Cillian Sherlock, PA
Minister for Health Stephen Donnelly has said a proposal for a national elective hospital in Dublin was not progressed as it was on a private site that “would have cost a lot of a lot of money”.
The Government has committed to establishing standalone national elective hospitals in Cork, Galway and Dublin.
The rationale for elective hospitals is that they cater for high-volume, relatively low-acuity cases.
The elective hospitals will be focused on providing day-case, GI endoscopy, minor operations, outpatient treatment and outpatient diagnostics services.
In December, the Government progressed planning of the development of hospitals in Cork and Galway but there was no announcement of a site for Dublin.
Speaking at the Oireachtas joint committee on health, Social Democrat TD Roisin Shortall said there seemed to be “backtracking” on the proposal.
Ms Shortall said: “Certainly there has been an inordinate delay in progressing that proposal.”
Mr Donnelly said there has been no divergence from the Sláintecare recommendations nor change of policy.
“I fully share your frustrations. It takes years longer than it should to build new hospitals in this country,” he said.
Mr Donnelly said the department is moving through the public spending code on the matter “quickly” but added the code was not fit for purpose.
Asked by Ms Shortall why there had been no progress on a site for Dublin, Mr Donnelly said review had recommended a site but there was “additional work required”.
“We didn’t agree that the Dublin site was the right one to go for.
“The proposal for Dublin was a private site that could have taken a long time to get and would have cost a lot of a lot of money.
“And the view within the department is one I share that I think has been expressed by members of the committee is that we should build on our own land wherever we have it.”
Mr Donnelly said a proposal for another site in Dublin would be on his desk “very shortly”.

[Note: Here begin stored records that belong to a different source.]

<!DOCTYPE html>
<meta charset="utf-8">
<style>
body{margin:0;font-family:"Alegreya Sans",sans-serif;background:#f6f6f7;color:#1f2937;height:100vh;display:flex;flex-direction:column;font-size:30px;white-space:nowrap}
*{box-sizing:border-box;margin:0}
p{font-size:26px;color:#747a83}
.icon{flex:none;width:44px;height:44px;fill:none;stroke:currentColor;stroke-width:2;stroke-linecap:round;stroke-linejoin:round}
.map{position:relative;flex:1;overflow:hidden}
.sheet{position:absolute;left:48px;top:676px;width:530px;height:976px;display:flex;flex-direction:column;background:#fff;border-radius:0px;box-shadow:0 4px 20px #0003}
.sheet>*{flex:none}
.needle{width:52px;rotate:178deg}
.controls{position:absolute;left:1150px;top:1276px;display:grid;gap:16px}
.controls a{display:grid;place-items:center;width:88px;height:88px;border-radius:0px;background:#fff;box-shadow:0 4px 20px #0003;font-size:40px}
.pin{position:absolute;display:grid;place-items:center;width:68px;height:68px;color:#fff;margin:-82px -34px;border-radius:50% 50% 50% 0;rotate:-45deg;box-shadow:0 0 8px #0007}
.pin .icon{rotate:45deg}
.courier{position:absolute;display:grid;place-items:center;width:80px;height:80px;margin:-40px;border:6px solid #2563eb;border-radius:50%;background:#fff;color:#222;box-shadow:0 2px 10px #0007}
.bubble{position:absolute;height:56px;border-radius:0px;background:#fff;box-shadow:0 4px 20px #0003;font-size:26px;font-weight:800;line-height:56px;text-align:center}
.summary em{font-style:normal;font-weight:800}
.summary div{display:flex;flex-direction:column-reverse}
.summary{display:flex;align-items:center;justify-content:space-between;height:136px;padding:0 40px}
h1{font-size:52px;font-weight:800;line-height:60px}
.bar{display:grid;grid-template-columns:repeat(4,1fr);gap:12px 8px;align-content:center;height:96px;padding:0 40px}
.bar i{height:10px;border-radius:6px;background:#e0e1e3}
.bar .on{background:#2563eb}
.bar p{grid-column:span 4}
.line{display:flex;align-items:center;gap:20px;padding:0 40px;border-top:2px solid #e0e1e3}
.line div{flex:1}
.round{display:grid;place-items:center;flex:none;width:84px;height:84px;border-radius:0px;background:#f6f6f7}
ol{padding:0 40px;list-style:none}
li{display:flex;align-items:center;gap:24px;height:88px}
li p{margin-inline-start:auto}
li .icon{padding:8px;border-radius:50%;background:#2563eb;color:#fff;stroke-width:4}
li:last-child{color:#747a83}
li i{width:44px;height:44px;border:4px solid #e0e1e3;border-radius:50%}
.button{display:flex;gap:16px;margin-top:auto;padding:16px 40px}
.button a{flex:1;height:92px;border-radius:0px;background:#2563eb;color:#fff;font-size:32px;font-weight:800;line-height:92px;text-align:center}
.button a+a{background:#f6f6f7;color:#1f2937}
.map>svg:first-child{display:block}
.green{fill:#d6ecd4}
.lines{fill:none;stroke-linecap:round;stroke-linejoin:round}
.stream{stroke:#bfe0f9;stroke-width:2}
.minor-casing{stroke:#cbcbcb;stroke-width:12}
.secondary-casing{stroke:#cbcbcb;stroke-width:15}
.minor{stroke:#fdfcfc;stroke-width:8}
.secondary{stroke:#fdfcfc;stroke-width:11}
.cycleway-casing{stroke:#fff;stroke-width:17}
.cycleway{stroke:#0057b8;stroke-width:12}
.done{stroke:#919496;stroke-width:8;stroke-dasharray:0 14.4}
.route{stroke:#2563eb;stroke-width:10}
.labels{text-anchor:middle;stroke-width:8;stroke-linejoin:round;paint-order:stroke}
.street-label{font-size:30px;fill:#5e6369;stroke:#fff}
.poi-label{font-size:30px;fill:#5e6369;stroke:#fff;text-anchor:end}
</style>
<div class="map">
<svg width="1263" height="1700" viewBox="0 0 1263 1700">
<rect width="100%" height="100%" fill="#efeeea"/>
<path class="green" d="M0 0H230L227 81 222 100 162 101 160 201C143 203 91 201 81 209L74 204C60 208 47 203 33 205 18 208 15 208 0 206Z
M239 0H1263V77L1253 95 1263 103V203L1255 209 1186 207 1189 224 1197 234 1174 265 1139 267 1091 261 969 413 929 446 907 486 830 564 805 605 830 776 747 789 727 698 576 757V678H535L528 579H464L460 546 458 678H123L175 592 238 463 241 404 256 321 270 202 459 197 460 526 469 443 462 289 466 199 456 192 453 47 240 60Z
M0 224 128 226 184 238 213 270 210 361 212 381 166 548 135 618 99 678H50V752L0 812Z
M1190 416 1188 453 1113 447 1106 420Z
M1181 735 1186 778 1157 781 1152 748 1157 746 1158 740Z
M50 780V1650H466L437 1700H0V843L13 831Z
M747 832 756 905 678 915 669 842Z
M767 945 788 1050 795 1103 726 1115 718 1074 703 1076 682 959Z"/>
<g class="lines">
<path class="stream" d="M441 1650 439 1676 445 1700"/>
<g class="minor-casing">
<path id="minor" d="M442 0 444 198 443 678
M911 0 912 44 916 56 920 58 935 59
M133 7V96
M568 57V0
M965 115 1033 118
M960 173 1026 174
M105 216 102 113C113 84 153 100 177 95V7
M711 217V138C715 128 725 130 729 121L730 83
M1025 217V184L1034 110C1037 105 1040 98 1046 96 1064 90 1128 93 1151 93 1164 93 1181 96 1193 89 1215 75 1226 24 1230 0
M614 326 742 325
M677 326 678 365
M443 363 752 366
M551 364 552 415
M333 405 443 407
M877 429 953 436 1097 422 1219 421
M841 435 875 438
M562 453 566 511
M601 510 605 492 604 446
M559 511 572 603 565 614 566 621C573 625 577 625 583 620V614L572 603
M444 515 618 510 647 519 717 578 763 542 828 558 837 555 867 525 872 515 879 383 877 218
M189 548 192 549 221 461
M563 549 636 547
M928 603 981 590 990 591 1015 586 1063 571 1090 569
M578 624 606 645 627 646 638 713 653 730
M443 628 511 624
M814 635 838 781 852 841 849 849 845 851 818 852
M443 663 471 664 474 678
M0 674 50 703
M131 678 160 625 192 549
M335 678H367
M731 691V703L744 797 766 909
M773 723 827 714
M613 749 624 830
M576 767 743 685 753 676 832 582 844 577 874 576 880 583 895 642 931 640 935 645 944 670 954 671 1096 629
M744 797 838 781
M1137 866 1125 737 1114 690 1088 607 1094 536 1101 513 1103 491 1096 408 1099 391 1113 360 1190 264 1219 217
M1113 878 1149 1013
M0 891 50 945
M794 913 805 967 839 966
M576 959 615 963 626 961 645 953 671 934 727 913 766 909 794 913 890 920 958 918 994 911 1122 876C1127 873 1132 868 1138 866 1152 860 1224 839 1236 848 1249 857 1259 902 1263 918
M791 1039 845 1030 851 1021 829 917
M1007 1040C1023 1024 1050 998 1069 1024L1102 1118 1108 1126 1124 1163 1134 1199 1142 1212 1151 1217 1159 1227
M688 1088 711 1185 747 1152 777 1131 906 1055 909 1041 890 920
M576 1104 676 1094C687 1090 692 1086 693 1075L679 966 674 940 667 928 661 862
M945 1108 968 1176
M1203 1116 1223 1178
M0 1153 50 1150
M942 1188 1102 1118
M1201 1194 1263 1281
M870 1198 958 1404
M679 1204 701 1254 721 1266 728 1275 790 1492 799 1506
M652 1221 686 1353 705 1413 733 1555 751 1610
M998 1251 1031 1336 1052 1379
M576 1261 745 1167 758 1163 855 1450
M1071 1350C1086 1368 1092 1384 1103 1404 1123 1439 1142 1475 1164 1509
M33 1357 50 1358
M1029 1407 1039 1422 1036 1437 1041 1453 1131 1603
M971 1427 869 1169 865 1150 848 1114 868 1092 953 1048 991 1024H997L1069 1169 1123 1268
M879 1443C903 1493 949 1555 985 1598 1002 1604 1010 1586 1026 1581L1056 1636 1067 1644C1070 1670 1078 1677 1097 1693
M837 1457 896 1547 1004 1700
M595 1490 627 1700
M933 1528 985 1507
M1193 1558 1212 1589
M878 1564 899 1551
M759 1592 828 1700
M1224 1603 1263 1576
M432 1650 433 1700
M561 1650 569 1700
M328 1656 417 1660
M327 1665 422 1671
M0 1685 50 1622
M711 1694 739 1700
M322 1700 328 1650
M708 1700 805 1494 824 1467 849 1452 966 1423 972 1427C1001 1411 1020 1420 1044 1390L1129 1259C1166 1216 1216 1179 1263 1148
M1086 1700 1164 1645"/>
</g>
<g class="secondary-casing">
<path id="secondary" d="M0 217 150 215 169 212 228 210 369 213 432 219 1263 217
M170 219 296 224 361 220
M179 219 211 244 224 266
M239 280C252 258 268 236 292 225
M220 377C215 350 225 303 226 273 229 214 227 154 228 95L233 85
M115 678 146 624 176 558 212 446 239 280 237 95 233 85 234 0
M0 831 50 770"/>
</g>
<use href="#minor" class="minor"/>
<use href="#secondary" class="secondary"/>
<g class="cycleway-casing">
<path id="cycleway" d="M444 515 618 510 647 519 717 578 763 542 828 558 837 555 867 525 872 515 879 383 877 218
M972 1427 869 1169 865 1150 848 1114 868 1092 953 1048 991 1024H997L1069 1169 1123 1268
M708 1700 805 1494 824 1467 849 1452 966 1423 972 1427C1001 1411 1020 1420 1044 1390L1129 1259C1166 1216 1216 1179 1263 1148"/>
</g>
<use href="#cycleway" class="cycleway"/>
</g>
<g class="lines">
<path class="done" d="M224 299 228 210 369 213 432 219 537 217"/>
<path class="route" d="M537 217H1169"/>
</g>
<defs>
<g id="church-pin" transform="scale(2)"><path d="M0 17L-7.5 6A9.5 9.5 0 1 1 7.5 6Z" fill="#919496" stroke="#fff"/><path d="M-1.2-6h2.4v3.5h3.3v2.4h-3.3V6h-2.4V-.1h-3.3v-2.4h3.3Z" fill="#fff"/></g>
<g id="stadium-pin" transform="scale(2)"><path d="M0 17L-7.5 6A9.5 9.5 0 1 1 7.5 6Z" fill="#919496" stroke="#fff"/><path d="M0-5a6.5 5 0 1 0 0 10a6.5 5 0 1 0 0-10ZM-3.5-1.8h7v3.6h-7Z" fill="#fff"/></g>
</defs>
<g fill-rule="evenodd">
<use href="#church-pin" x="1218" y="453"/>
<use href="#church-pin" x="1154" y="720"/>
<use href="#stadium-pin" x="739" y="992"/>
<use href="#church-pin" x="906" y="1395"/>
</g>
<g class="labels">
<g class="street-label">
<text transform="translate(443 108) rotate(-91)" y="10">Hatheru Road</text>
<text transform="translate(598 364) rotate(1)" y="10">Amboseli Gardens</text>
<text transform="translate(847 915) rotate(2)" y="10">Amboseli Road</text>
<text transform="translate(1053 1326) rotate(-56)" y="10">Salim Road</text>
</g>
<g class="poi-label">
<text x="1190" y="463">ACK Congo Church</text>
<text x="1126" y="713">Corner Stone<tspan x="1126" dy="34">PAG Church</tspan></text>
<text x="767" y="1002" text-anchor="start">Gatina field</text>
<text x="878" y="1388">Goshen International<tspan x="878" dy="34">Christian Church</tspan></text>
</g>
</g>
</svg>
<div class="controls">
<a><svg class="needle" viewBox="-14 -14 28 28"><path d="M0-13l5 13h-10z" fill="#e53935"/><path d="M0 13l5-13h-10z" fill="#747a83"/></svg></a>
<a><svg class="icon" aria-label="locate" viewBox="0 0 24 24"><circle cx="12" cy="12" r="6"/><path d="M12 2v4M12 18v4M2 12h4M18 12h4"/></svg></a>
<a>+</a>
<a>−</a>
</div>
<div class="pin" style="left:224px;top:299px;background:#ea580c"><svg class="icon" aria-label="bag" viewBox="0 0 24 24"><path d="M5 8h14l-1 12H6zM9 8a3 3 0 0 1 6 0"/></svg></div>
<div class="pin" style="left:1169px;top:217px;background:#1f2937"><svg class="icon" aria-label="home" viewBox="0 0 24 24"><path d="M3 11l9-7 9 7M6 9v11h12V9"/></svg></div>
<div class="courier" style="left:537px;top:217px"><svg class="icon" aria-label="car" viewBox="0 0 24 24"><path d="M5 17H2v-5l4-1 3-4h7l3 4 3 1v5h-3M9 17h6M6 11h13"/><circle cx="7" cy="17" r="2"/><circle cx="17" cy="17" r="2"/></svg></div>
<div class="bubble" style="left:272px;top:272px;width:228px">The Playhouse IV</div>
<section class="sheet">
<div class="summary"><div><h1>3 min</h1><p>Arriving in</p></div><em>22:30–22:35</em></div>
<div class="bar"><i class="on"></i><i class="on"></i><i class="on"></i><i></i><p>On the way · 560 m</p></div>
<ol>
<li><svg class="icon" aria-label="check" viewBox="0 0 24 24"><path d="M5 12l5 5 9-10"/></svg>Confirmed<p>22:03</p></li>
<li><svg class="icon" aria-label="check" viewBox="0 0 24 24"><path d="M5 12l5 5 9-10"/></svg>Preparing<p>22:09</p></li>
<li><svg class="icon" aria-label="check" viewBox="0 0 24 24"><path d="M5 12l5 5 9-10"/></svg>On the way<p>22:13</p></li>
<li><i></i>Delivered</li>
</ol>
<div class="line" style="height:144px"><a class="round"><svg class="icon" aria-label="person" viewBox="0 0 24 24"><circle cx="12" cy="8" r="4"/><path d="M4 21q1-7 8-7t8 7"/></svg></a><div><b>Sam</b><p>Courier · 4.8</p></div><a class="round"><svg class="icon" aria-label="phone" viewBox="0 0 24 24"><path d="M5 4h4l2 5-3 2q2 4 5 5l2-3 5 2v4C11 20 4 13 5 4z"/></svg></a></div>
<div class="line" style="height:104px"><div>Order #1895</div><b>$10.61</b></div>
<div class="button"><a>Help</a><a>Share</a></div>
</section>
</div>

The Minister was at the committee to discuss challenges in hospitals, including emergency departments, bed shortages and overcrowding.
Mr Donnelly told the committee he had visited hospitals and emergency departments where conditions “are not acceptable”.
“I’ve seen the distress overcrowding causes for patients, their families and our frontline staff,” he said.
Sinn Féin's health spokesperson David Cullinane said the number of people on hospital trolleys and on waiting lists were “going in the wrong direction”.
Mr Donnelly said progress is “under way”.
The Minister said there had been an 11 per cent reduction in patients waiting longer than the maximum waiting list target of between 10 and 12 weeks.
“In March, we launched the 2023 waiting list action plan as the next stage of our multiannual approach.
“The Government allocated €363 million to remove 1.66 million patients from the waiting lists, this is projected to result in a reduction of 10 per cent to the number of people on waiting lists.
“In the last month alone, we’ve seen a 5 per cent reduction in the number of people waiting over the 10 to 12-week targets.”
Fine Gael senator Martin Conway raised the issue of the number of people on trolleys at University Hospital Limerick, which he described as unacceptable.
Mr Donnelly agreed and said there will be a “very substantial” increase in bed capacity and services.
“They’ve asked for more capacity, they’re getting more capacity,” Mr Donnelly said.